On Thu, 27 Sep 2012, Loi wrote:

> Hello,
>
> I generate the files in Linux (using gedit) and they look normal (I
> have compared them to the files in the tutorial).
>
> So far I have tried ending both with and without .txt, transposing the
> files, changing to equal number of decimals and adding 'setenv LC_ALL
> en_US' to the .tchsrc file.
>
> The inputs I am using are dicoms, and even though I specify a path to
> the b-value files and gradient tables I make (I originally didn't
> specify these, and got the same error message), new bvecs and bvals
> are generated in the trac-all -prep process, leading to the error.
>
> Thank you,
> Joy-Loi
>
>
>
>
> On Thu, Sep 27, 2012 at 7:30 PM, Anastasia Yendiki
> <ayend...@nmr.mgh.harvard.edu> wrote:
>>
>> Hi Joy - How were your bvecs and bvals files generated?
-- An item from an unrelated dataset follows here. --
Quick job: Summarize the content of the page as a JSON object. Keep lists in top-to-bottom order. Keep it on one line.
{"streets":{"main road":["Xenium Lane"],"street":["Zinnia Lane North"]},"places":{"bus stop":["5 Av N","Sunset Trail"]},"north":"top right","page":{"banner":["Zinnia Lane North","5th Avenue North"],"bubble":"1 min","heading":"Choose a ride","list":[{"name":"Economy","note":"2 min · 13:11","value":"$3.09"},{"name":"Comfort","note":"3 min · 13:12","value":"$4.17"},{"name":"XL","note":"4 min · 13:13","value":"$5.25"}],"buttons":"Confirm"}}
In the past some
>> people have had problems with files exported from Excel b/c it generates
>> text files with Windows-specific end-of-line characters that cannot be read
>> properly on Linux. Do the files look normal when you run "more" on them on
>> the system where you ran trac-all?
>>
>> a.y
>>
>>
>> On Wed, 26 Sep 2012, Loi wrote:
>>
>>> Dear FreeSurfers,
>>>
>>> I am trying to run trac-all -prep on a single subject, and get the
>>> following error:
>>>
>>> dtifit -k
>>> /usit/tsd/nevro-work/projects/Memory_project/TRACULA_test/TRACULA_data/id101/dmri/dwi.nii.gz
>>> -m
>>> /usit/tsd/nevro-work/projects/Memory_project/TRACULA_test/TRACULA_data/id101/dlabel/diff/aparc+aseg_mask.flt.nii.gz
>>> -r
>>> /usit/tsd/nevro-work/projects/Memory_project/TRACULA_test/TRACULA_data/id101/dmri/bvecs
>>> -b
>>> /usit/tsd/nevro-work/projects/Memory_project/TRACULA_test/TRACULA_data/id101/dmri/bvals
>>> -o
>>> /usit/tsd/nevro-work/projects/Memory_project/TRACULA_test/TRACULA_data/id101/dmri/dtifit
>>> Error: bvecs and bvals don't have the same number of entries
>>>
>>> I have searched the message thread, and cannot seem to find a solution
>>> applicable to my situation: it seems that the trac-all process
>>> generates transposed bvec and bval files.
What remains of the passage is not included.